Dataset records

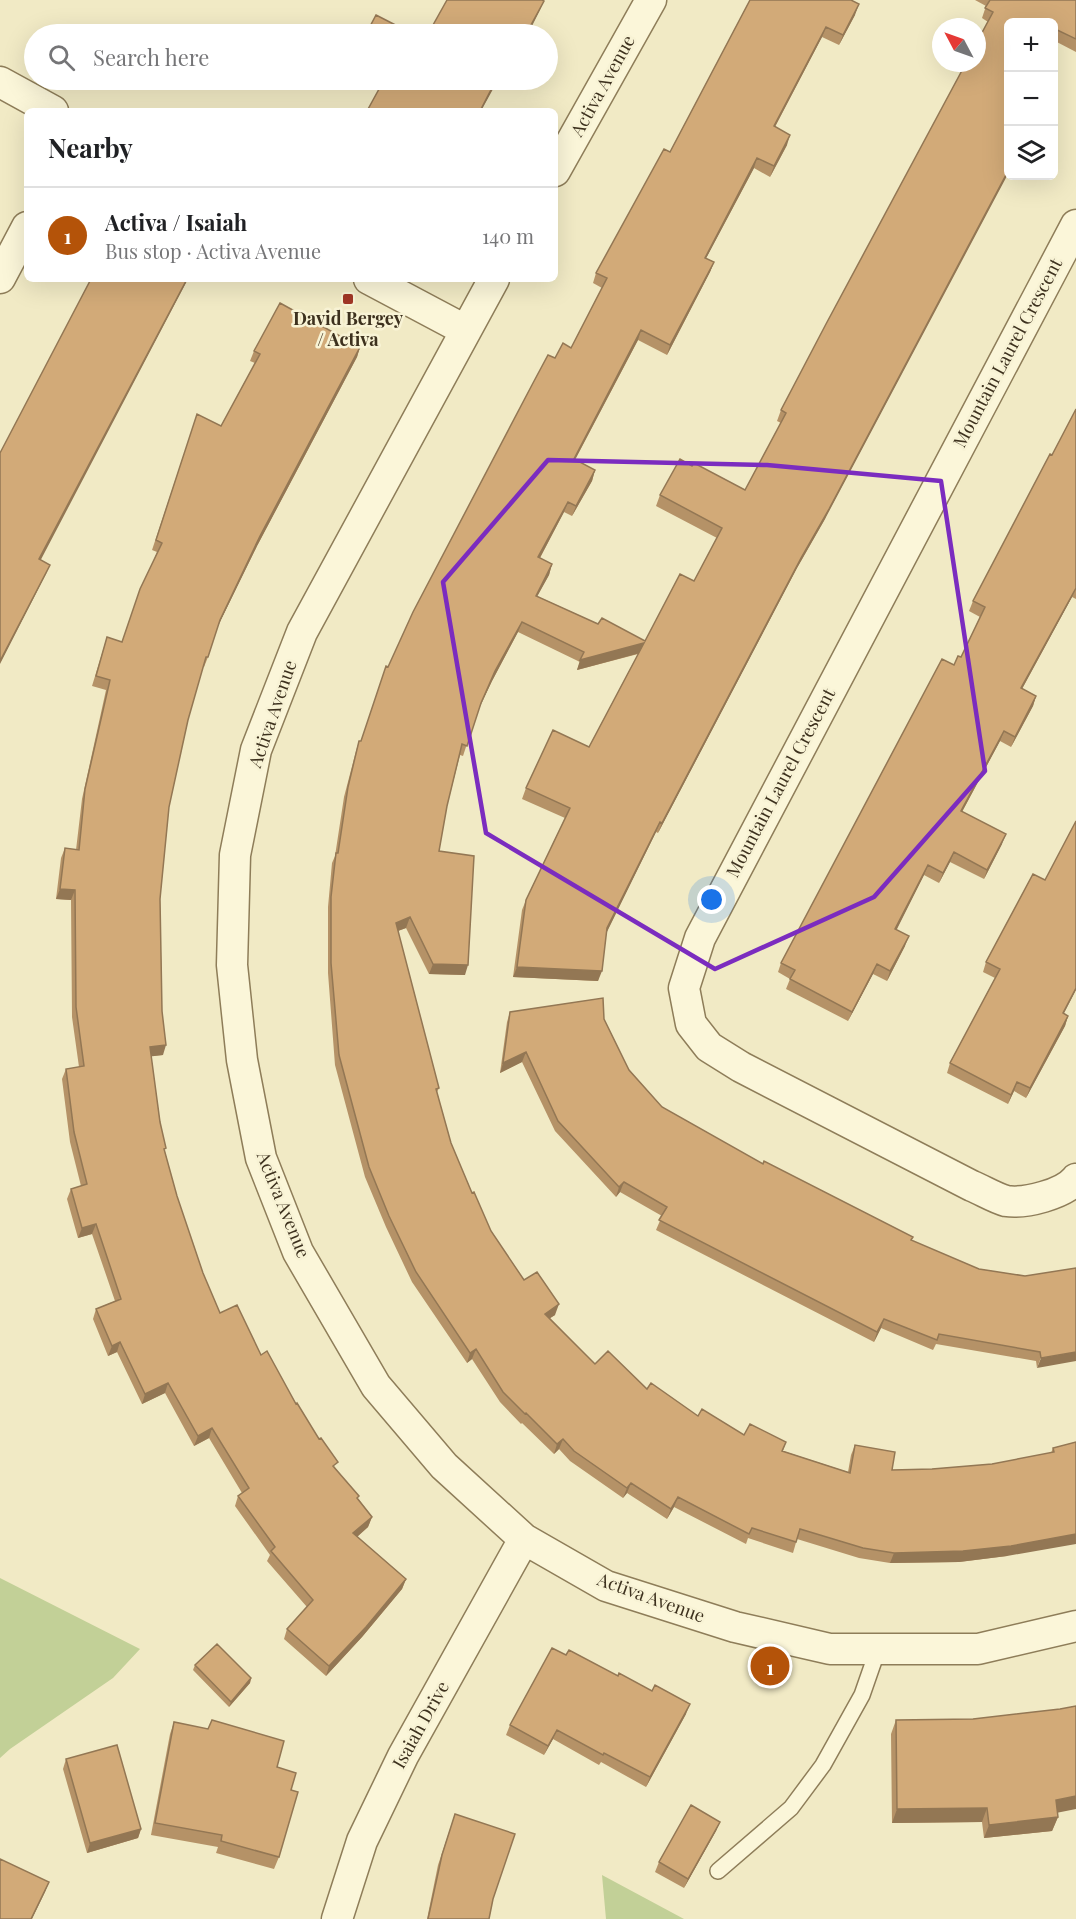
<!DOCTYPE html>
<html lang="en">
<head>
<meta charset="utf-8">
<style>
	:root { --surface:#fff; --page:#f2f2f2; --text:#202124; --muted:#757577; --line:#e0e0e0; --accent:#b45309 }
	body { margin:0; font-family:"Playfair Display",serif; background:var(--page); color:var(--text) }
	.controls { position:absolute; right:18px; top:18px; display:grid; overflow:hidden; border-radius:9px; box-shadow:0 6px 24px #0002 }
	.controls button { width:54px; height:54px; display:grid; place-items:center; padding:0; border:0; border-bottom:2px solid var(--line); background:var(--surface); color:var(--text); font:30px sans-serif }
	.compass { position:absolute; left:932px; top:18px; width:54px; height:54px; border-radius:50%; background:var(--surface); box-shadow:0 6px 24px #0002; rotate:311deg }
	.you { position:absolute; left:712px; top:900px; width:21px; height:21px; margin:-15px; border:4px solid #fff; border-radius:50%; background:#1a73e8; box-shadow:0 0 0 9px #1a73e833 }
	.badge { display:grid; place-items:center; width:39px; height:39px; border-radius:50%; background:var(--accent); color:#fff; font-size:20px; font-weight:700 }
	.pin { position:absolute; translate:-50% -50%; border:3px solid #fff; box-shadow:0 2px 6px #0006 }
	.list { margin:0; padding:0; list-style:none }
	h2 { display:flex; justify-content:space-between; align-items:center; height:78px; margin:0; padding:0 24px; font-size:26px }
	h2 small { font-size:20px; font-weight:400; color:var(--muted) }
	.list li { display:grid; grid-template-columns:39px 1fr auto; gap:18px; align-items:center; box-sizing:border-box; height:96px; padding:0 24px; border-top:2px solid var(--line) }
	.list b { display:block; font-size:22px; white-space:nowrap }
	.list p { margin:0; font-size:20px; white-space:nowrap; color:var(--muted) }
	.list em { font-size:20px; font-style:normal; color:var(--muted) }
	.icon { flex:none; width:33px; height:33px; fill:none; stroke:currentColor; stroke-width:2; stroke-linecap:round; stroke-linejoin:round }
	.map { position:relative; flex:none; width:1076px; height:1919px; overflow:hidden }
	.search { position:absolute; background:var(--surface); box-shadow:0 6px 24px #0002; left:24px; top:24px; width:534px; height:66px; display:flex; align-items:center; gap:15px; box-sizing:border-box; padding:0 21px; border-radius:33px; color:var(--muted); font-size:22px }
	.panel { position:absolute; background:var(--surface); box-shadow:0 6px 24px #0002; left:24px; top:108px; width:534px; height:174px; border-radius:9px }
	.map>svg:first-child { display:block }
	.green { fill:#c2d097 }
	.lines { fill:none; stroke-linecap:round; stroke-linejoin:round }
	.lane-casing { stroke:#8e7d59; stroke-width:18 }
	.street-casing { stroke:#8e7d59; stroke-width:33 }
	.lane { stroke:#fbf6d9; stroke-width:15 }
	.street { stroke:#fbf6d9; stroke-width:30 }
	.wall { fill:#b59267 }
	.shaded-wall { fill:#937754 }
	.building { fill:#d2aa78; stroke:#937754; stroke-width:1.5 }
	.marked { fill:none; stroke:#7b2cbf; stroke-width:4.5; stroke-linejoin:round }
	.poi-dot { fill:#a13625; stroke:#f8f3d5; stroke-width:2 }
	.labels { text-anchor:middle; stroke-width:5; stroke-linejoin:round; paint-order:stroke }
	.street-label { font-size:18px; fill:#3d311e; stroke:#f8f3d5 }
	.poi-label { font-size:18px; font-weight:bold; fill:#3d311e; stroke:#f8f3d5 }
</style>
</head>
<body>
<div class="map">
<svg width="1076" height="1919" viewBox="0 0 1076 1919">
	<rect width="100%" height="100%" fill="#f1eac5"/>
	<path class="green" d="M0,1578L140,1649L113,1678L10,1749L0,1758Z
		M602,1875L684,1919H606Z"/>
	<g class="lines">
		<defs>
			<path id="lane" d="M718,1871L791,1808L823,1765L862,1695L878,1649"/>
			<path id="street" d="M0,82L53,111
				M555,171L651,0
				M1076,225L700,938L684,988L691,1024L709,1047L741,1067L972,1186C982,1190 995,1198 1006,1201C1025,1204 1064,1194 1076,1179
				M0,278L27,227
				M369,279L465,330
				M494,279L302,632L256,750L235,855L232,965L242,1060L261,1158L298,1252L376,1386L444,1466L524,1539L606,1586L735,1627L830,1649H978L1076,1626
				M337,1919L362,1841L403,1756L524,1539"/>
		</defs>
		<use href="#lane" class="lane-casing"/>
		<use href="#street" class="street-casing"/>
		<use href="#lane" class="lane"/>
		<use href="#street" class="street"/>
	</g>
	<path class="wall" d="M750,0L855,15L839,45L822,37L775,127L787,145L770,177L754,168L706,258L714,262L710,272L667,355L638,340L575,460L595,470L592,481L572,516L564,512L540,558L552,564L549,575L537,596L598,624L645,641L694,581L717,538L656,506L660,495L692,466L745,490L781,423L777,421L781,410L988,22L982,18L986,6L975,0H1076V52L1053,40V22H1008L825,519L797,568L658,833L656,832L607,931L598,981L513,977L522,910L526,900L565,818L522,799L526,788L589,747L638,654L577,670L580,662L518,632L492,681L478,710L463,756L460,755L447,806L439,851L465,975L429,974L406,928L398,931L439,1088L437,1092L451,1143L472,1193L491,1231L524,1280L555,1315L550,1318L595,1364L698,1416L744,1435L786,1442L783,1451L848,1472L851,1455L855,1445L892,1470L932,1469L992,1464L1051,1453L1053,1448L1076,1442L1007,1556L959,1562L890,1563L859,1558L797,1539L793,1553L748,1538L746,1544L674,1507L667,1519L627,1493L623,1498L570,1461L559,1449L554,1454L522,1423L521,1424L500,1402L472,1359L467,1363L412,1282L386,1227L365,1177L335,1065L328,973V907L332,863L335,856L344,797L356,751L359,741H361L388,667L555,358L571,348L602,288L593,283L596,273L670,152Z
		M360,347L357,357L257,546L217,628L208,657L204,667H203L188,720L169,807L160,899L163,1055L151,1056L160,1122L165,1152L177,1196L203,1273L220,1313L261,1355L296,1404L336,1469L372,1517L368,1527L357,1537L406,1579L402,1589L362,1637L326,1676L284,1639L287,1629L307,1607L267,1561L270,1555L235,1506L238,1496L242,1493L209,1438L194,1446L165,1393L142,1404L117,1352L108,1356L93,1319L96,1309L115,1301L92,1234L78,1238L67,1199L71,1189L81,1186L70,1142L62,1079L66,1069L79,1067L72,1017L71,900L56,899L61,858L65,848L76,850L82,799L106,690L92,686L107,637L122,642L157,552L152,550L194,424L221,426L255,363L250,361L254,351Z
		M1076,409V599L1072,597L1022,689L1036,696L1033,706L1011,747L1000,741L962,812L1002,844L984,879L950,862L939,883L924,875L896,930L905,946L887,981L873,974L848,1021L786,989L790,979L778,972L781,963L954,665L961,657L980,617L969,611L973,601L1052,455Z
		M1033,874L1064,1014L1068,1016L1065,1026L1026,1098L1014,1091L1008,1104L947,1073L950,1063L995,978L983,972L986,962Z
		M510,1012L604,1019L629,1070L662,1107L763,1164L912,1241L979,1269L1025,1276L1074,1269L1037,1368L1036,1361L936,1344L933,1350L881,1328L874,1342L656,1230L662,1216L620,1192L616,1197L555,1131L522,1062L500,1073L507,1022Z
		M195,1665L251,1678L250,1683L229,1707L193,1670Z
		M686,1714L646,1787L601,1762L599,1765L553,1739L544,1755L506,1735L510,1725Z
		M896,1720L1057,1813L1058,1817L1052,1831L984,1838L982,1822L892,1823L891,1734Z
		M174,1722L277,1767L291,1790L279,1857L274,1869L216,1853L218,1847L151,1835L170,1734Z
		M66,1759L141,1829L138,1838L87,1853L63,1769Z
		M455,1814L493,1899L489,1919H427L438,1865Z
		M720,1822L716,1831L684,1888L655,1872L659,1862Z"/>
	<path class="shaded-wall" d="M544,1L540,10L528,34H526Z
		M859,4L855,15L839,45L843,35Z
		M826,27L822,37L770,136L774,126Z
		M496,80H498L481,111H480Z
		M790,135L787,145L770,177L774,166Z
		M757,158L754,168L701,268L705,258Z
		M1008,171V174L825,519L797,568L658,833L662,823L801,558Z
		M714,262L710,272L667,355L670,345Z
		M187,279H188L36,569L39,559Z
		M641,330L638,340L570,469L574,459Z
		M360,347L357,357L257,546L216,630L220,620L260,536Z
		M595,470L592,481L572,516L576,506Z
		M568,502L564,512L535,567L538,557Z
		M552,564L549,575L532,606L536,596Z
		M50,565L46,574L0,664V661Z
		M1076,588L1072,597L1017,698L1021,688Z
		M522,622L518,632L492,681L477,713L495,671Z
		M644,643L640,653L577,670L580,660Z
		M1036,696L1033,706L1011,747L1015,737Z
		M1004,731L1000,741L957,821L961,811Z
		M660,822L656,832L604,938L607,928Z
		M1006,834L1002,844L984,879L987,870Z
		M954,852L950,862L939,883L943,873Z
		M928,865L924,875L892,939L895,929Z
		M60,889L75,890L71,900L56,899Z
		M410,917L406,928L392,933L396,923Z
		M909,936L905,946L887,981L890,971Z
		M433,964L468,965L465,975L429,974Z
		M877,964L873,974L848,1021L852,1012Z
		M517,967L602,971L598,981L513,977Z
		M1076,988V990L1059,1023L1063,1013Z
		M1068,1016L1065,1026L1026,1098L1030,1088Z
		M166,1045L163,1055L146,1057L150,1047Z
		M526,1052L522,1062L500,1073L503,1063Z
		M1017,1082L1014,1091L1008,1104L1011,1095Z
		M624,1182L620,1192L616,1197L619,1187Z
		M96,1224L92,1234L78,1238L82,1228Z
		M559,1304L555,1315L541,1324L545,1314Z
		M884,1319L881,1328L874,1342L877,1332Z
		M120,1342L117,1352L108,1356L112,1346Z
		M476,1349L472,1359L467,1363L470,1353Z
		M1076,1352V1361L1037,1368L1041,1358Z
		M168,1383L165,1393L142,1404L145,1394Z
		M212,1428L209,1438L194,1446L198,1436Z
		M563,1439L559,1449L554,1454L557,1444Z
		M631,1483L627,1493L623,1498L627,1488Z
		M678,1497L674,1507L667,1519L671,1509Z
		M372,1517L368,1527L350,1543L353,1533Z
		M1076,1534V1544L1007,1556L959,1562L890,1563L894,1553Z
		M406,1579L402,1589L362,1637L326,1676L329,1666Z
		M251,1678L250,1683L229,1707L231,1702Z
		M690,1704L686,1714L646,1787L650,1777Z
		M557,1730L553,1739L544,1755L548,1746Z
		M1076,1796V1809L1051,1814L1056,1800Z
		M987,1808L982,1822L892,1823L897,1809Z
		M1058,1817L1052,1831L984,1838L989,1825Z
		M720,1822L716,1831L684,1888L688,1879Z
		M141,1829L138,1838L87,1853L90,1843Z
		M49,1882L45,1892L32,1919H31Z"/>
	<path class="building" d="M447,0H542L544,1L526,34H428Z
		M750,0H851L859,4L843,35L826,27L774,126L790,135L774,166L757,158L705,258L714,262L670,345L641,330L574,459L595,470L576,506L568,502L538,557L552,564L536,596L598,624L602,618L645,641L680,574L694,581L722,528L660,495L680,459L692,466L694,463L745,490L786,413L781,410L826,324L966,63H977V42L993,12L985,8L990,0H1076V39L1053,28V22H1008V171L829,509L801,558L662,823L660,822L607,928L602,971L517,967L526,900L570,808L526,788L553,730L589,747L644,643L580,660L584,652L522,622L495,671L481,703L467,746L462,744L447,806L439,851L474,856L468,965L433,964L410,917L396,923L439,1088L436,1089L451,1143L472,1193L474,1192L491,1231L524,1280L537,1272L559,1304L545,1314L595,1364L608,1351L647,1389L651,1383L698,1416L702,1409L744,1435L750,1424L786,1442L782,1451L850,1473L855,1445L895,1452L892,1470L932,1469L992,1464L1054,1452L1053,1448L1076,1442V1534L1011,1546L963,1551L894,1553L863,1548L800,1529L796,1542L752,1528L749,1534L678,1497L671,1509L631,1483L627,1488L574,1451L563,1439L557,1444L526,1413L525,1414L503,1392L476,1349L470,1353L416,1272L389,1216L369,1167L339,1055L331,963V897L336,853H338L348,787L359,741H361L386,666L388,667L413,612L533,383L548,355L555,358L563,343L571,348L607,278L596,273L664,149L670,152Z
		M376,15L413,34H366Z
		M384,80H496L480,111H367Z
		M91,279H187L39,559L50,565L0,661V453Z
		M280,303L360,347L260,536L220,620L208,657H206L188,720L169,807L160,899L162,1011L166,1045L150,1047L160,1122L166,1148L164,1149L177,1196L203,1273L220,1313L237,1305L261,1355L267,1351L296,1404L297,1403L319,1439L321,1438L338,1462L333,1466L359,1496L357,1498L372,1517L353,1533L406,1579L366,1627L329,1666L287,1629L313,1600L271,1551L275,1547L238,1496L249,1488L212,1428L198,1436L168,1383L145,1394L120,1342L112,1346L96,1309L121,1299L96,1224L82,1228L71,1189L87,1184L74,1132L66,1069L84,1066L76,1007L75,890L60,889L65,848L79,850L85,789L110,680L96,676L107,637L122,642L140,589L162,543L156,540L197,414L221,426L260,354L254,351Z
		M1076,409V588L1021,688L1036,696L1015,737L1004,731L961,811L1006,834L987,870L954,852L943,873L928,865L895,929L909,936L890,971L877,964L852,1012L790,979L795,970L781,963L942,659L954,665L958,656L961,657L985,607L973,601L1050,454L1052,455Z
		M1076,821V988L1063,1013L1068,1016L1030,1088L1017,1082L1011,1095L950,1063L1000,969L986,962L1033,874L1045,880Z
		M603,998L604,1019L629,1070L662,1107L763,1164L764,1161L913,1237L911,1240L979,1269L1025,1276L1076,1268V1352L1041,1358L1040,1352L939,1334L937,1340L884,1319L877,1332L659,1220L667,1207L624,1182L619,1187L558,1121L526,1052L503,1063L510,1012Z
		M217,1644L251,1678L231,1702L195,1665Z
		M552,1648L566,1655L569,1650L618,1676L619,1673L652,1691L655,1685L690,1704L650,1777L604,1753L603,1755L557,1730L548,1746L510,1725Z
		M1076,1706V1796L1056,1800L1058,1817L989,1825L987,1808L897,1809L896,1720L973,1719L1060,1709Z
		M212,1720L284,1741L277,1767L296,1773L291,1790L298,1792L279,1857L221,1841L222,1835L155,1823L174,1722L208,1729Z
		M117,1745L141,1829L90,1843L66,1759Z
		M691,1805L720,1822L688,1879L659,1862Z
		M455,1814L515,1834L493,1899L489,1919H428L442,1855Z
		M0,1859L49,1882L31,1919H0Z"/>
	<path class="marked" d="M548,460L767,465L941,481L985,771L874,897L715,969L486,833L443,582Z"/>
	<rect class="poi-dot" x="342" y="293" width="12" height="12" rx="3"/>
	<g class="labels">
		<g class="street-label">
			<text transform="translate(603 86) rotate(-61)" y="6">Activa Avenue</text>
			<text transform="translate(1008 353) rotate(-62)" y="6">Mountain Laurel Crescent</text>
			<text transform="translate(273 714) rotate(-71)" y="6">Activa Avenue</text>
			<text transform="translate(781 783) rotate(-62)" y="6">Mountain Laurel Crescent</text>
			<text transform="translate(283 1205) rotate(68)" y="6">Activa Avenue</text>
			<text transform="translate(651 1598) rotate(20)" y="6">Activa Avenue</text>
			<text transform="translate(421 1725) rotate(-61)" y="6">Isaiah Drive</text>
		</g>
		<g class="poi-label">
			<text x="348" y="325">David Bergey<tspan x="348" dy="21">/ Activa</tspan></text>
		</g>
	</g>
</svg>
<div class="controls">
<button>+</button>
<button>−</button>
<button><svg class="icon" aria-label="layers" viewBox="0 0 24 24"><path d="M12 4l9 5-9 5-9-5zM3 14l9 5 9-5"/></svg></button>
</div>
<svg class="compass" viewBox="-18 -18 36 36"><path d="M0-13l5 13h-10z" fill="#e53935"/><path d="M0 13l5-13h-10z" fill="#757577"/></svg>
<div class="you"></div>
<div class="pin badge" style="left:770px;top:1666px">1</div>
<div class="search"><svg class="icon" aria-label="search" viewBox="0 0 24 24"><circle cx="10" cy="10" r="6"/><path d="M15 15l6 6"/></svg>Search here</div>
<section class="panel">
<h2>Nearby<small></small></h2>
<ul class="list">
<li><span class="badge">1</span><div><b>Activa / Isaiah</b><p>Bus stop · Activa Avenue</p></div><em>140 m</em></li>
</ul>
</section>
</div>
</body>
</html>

Aim of the task
How many of the lines above contain the string "serif"? Give the number only.

Solution to the problem
2